8T(高橋プロ)【花束を捧げる乙女】をエネに。P作成→【犬闘士テリア】。PZの【テリア】を3にプレイ。放棄。
9T(安田プロ)【バードマン・ソウル】をエネに。P作成→【カオスビースト・ナインテイル】。PZの【ナインテイル】を9にプレイ。放棄。
10T(高橋プロ)【森】をエネに。P作成→【犬闘士ケルベロス】。P更新→【レディ・ララバイ】。P更新→【墓場】。PZの【墓場】を1−4−7のラインにプレイ。放棄。
11T(安田プロ)【バドソ】をエネに。P作成→【ナインテイル】。P更新→【大地の塔】。PZの【大地の塔】を2−5−8のラインにプレイ。放棄。
序盤の動きも最早見慣れたものだろう。静かな「幽霊屋敷」に対し、「ドラゴンパーティー」側は【大地の塔】を張って、エネ加速の準備。ただ、今回は高橋プロが【テリア】を出している。【テリア】を出された後に、安田プロ、プランから【ナインテイル】を持ってくる。エネ破壊は決まらないはずだが、安田プロ、これを【テリア】の正面にためらいなくプレイ。なぜか?その意図はすぐに判明する。

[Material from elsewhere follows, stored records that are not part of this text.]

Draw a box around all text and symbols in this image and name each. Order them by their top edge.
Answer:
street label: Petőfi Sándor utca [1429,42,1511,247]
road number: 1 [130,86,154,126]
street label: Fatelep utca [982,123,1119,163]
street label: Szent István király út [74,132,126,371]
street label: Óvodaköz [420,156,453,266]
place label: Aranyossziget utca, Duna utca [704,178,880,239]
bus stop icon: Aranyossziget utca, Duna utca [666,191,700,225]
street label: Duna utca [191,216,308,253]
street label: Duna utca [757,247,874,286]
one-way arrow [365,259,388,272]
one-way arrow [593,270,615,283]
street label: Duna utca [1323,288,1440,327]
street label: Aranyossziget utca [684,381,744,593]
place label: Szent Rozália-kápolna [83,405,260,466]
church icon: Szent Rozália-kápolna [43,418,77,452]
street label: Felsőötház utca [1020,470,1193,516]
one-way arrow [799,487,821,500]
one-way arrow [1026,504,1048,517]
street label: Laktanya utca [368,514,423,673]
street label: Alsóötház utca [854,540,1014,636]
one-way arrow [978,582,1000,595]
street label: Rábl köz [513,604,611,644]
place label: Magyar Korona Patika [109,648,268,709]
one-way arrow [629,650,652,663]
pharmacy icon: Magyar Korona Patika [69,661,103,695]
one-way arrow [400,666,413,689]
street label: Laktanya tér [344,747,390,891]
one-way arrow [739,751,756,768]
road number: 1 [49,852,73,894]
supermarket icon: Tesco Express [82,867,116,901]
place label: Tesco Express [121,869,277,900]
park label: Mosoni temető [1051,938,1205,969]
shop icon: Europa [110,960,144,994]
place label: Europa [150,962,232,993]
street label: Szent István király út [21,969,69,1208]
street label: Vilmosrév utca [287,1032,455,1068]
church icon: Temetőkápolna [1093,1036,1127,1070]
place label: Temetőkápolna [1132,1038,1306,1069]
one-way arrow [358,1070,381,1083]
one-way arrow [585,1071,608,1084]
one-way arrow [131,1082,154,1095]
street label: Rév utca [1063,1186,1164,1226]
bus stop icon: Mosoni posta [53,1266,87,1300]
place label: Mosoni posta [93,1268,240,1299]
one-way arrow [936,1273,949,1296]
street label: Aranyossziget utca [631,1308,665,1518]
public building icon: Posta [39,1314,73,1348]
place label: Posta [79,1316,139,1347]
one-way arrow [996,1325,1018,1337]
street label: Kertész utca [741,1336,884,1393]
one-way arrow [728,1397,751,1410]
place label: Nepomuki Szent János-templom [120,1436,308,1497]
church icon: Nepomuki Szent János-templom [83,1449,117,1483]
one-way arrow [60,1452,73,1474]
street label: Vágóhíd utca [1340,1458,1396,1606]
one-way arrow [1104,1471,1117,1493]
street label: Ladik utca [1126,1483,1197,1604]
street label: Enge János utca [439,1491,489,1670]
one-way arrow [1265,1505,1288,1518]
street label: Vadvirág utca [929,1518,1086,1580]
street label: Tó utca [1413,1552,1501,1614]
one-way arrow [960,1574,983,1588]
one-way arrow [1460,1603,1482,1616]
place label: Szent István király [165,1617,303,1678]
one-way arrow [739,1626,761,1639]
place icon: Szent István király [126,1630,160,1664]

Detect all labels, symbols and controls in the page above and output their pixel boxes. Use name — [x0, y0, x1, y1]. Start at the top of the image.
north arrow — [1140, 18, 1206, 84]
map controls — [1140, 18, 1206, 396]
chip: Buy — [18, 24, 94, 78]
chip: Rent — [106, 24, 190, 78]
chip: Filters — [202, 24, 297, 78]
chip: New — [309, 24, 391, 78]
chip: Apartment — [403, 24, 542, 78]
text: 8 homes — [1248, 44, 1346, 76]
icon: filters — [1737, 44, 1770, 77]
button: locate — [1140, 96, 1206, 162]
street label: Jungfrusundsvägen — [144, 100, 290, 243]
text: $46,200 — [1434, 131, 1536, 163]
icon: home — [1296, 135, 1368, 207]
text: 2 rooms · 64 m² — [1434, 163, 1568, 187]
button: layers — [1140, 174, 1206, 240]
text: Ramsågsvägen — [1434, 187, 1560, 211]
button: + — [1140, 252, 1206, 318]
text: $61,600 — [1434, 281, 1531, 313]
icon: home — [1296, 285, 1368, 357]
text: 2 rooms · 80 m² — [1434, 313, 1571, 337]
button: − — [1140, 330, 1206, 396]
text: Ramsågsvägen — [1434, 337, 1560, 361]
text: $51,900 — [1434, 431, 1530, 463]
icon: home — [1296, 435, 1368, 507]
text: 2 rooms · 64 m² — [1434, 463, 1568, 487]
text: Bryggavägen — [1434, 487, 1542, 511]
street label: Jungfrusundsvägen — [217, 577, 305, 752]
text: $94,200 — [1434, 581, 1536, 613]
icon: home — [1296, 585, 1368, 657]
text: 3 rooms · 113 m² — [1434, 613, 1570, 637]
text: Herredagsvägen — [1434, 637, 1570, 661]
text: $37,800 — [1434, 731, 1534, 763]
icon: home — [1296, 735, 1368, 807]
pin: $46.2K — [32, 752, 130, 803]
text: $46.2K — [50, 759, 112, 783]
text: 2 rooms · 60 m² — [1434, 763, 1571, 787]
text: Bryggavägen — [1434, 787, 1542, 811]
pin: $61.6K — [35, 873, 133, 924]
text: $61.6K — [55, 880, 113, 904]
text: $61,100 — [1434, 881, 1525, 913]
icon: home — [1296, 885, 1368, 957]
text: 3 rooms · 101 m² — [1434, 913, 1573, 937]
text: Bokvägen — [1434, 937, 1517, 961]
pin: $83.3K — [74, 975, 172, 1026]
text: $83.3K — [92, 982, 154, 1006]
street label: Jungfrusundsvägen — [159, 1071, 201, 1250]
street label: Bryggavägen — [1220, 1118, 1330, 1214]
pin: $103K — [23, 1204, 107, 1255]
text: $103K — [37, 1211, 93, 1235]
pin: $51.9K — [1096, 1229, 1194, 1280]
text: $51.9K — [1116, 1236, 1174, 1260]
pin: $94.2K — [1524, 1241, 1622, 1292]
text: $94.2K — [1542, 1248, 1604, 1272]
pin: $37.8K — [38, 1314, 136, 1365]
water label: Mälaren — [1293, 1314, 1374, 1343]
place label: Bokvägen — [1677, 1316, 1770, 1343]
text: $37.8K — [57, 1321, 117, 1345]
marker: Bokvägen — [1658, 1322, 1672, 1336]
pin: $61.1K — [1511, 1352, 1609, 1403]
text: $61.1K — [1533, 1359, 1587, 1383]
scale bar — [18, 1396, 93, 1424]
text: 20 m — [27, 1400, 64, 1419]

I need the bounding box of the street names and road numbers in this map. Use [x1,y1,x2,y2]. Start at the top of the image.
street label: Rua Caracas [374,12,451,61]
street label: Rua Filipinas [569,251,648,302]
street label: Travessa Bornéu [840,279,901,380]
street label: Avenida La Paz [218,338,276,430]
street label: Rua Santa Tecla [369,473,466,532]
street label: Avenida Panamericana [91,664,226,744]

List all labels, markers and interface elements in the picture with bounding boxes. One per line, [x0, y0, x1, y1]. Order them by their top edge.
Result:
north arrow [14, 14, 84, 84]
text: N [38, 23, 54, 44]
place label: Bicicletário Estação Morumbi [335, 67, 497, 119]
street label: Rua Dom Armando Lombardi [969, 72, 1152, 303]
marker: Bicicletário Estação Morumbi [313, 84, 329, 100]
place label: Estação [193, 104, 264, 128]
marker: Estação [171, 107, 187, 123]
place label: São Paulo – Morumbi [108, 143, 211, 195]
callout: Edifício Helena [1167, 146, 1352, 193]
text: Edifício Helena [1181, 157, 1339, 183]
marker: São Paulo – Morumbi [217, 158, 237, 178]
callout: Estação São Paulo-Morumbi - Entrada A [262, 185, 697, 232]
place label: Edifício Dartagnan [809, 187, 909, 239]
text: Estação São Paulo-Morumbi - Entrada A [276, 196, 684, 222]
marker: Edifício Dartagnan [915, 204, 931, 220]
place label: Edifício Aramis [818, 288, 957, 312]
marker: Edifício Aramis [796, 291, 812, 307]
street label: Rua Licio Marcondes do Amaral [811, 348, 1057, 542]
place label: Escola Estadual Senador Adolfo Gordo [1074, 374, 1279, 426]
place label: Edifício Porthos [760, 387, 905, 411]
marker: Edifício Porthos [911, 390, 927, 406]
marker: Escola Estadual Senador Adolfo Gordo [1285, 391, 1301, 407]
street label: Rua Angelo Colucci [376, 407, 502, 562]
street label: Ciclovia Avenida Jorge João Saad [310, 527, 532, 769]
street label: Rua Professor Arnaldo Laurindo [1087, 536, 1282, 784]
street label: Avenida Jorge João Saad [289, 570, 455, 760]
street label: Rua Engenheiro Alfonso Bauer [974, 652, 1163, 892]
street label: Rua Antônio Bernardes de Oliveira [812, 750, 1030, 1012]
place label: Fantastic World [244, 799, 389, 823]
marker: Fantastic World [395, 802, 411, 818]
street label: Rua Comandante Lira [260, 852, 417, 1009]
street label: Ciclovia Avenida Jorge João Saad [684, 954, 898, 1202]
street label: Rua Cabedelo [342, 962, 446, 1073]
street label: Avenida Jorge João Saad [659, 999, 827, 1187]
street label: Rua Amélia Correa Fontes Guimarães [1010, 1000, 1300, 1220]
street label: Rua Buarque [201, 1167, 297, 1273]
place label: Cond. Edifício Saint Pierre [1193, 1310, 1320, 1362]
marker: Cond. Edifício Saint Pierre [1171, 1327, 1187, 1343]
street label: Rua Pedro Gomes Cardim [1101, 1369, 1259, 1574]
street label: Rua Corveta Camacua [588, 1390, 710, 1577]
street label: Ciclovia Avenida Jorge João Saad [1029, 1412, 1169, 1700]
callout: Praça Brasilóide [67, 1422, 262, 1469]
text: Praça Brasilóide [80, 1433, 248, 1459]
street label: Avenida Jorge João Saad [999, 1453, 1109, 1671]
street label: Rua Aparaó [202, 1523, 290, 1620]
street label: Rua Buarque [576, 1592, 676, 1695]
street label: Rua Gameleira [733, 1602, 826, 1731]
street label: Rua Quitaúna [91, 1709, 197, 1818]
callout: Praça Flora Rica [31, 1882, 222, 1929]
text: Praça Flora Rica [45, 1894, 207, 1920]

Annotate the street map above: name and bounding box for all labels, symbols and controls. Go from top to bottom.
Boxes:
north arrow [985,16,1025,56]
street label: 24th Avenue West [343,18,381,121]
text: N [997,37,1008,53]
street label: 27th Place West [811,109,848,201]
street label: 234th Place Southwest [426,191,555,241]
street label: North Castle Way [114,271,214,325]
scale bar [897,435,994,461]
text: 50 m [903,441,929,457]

12T(高橋プロ)【墓場】をエネに。P作成→【失恋の痛み】。PZの【失恋】プレイ。解決。【サンダー・ジャッカル】×2、【大巨人コスモクエイク】【ホリプパーティー】【勇者】より【コスモクエイク】を墓地へ。P作成→【ララバイ】。放棄。
13T(安田プロ)【勇者】をエネに。P作成→【パラドクス・ストーム】。P更新→【深淵竜エメラルドティアー】。9の【ナインテイル】を6→3へ移動させる。3の【テリア】とバトル。解決。3の【テリア】が墓地へ。放棄。高橋プロ、【テリア】を3にプレイ。3の【ナインテイル】とバトル。解決。3の【ナインテイル】が墓地へ。放棄。
14T(高橋プロ)【ドライバー】をエネに。P作成→【ケルベロス】。放棄。
15T(安田プロ)【ジャッカル】をエネに。P作成→【エメラルドティアー】。P更新→【食物の連鎖】。PZの【食物】プレイ。解決。P作成→【エメラルドティアー】。放棄。
16T(高橋プロ)【ララバイ】をエネに。放棄。
17T(安田プロ)【食物】をエネに。P作成→【妖精竜スターフルーツ】。放棄。高橋プロ、【ケルベロス】を1にプレイ。安田プロ、PZの【スタフル】を9にプレイ。放棄。

13ターン目、安田プロのターン、【ナインテイル】【テリア】を踏む。【テリア】がいては【勇者】【スターフルーツ】も決まらない。多少無理してでも除去しておきたいところである。先ほどの【ナインテイル】空展開はそういうことだったのだ。しかし、高橋プはその上を行く。奥まで突っ込んできた【ナインテイル】にもう1枚の【テリア】をぶつけ、【ナインテイル】を踏み返す。見ごたえのある掛け合いだ。
高橋プロ、8エネたまったところで、【ケルベロス】を繰り出す。安田プロは、プランから来た【スターフルーツ】を出すも、【テリア】の効果によりユニットが出せない。レポートを書く方からすれば楽でいいが、安田プロとしては辛いところだろう。

18T(高橋プロ):エネセットなし。P作成→【犬闘士チワワ】【テリア】をフリーズさせて1の【ケルベロス】を4に置く。放棄。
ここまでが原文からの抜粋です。